— ABOUT THIS TASK —
Copy each line of the entries below that contains the string "Mella".
------------------------
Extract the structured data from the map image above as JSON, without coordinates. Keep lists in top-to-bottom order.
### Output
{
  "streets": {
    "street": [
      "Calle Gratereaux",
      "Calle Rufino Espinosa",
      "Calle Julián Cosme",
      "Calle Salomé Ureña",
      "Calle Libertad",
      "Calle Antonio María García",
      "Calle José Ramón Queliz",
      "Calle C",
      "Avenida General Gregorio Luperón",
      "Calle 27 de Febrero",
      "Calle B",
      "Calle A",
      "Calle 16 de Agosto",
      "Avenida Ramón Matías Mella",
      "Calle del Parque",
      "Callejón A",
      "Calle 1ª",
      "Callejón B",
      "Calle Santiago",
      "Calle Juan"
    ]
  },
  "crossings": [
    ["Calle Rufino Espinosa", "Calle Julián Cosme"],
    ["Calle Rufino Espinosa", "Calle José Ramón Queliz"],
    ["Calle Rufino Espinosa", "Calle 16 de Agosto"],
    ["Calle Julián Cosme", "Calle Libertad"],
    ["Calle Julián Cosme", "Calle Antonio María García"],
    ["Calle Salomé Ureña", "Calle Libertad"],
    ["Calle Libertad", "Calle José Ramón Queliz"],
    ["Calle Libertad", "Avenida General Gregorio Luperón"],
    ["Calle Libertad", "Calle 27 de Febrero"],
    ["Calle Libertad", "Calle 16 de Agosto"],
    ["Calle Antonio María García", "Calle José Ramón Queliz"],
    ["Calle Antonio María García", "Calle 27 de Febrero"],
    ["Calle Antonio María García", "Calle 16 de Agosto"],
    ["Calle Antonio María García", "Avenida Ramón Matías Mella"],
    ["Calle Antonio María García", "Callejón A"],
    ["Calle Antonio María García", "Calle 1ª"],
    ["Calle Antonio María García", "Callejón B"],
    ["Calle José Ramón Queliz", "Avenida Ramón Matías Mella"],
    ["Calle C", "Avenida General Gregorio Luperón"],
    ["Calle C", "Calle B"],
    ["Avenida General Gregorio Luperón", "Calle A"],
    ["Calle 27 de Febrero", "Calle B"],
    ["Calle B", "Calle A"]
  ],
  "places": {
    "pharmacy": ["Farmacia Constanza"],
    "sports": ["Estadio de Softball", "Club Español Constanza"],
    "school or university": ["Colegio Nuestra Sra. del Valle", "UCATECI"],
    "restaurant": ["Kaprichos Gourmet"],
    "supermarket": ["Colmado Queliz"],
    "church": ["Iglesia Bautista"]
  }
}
------------------------
— OUTPUT FOR THIS TASK —
      "Avenida Ramón Matías Mella",
    ["Calle Antonio María García", "Avenida Ramón Matías Mella"],
    ["Calle José Ramón Queliz", "Avenida Ramón Matías Mella"],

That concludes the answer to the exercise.